TASK DATA
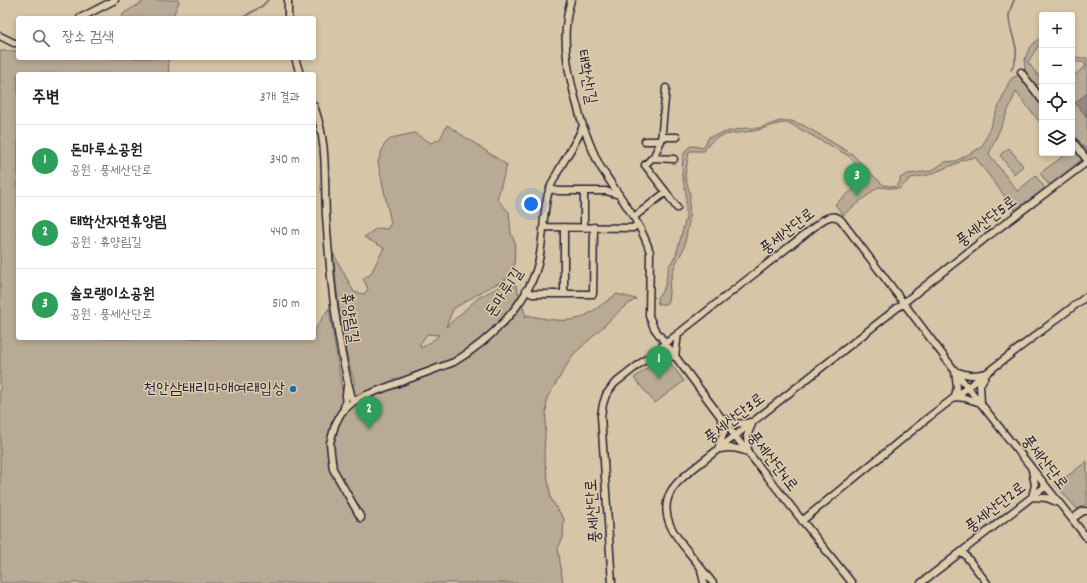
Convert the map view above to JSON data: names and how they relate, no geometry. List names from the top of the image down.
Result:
{
  "streets": {
    "street": [
      "태학산1길",
      "풍세산단5로",
      "풍세산단로",
      "돈마루1길",
      "휴양림길",
      "풍세산단3로",
      "풍세산단4로",
      "풍세산단2로"
    ]
  },
  "crossings": [
    ["태학산1길", "돈마루1길"],
    ["태학산1길", "풍세산단4로"],
    ["풍세산단5로", "풍세산단로"],
    ["풍세산단5로", "풍세산단3로"],
    ["풍세산단로", "풍세산단3로"],
    ["풍세산단로", "풍세산단4로"],
    ["풍세산단로", "풍세산단2로"],
    ["돈마루1길", "휴양림길"],
    ["풍세산단3로", "풍세산단4로"]
  ],
  "places": ["천안삼태리마애여래입상"],
  "page": {
    "map_buttons": ["+", "−"],
    "search": "장소 검색",
    "heading": ["주변", "3개 결과"],
    "list": [
      {
        "mark": "1",
        "name": "돈마루소공원",
        "note": "공원 · 풍세산단로",
        "value": "340 m"
      },
      {
        "mark": "2",
        "name": "태학산자연휴양림",
        "note": "공원 · 휴양림길",
        "value": "440 m"
      },
      {
        "mark": "3",
        "name": "솔모랭이소공원",
        "note": "공원 · 풍세산단로",
        "value": "510 m"
      }
    ],
    "pins": ["3", "1", "2"]
  }
}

EXERCISE AIM
Omit the pictures and restate the rest of the records verbatim.

WRITTEN SOLUTION
Convert the map view above to JSON data: names and how they relate, no geometry. List names from the top of the image down.
Result:
{
  "streets": {
    "street": [
      "태학산1길",
      "풍세산단5로",
      "풍세산단로",
      "돈마루1길",
      "휴양림길",
      "풍세산단3로",
      "풍세산단4로",
      "풍세산단2로"
    ]
  },
  "crossings": [
    ["태학산1길", "돈마루1길"],
    ["태학산1길", "풍세산단4로"],
    ["풍세산단5로", "풍세산단로"],
    ["풍세산단5로", "풍세산단3로"],
    ["풍세산단로", "풍세산단3로"],
    ["풍세산단로", "풍세산단4로"],
    ["풍세산단로", "풍세산단2로"],
    ["돈마루1길", "휴양림길"],
    ["풍세산단3로", "풍세산단4로"]
  ],
  "places": ["천안삼태리마애여래입상"],
  "page": {
    "map_buttons": ["+", "−"],
    "search": "장소 검색",
    "heading": ["주변", "3개 결과"],
    "list": [
      {
        "mark": "1",
        "name": "돈마루소공원",
        "note": "공원 · 풍세산단로",
        "value": "340 m"
      },
      {
        "mark": "2",
        "name": "태학산자연휴양림",
        "note": "공원 · 휴양림길",
        "value": "440 m"
      },
      {
        "mark": "3",
        "name": "솔모랭이소공원",
        "note": "공원 · 풍세산단로",
        "value": "510 m"
      }
    ],
    "pins": ["3", "1", "2"]
  }
}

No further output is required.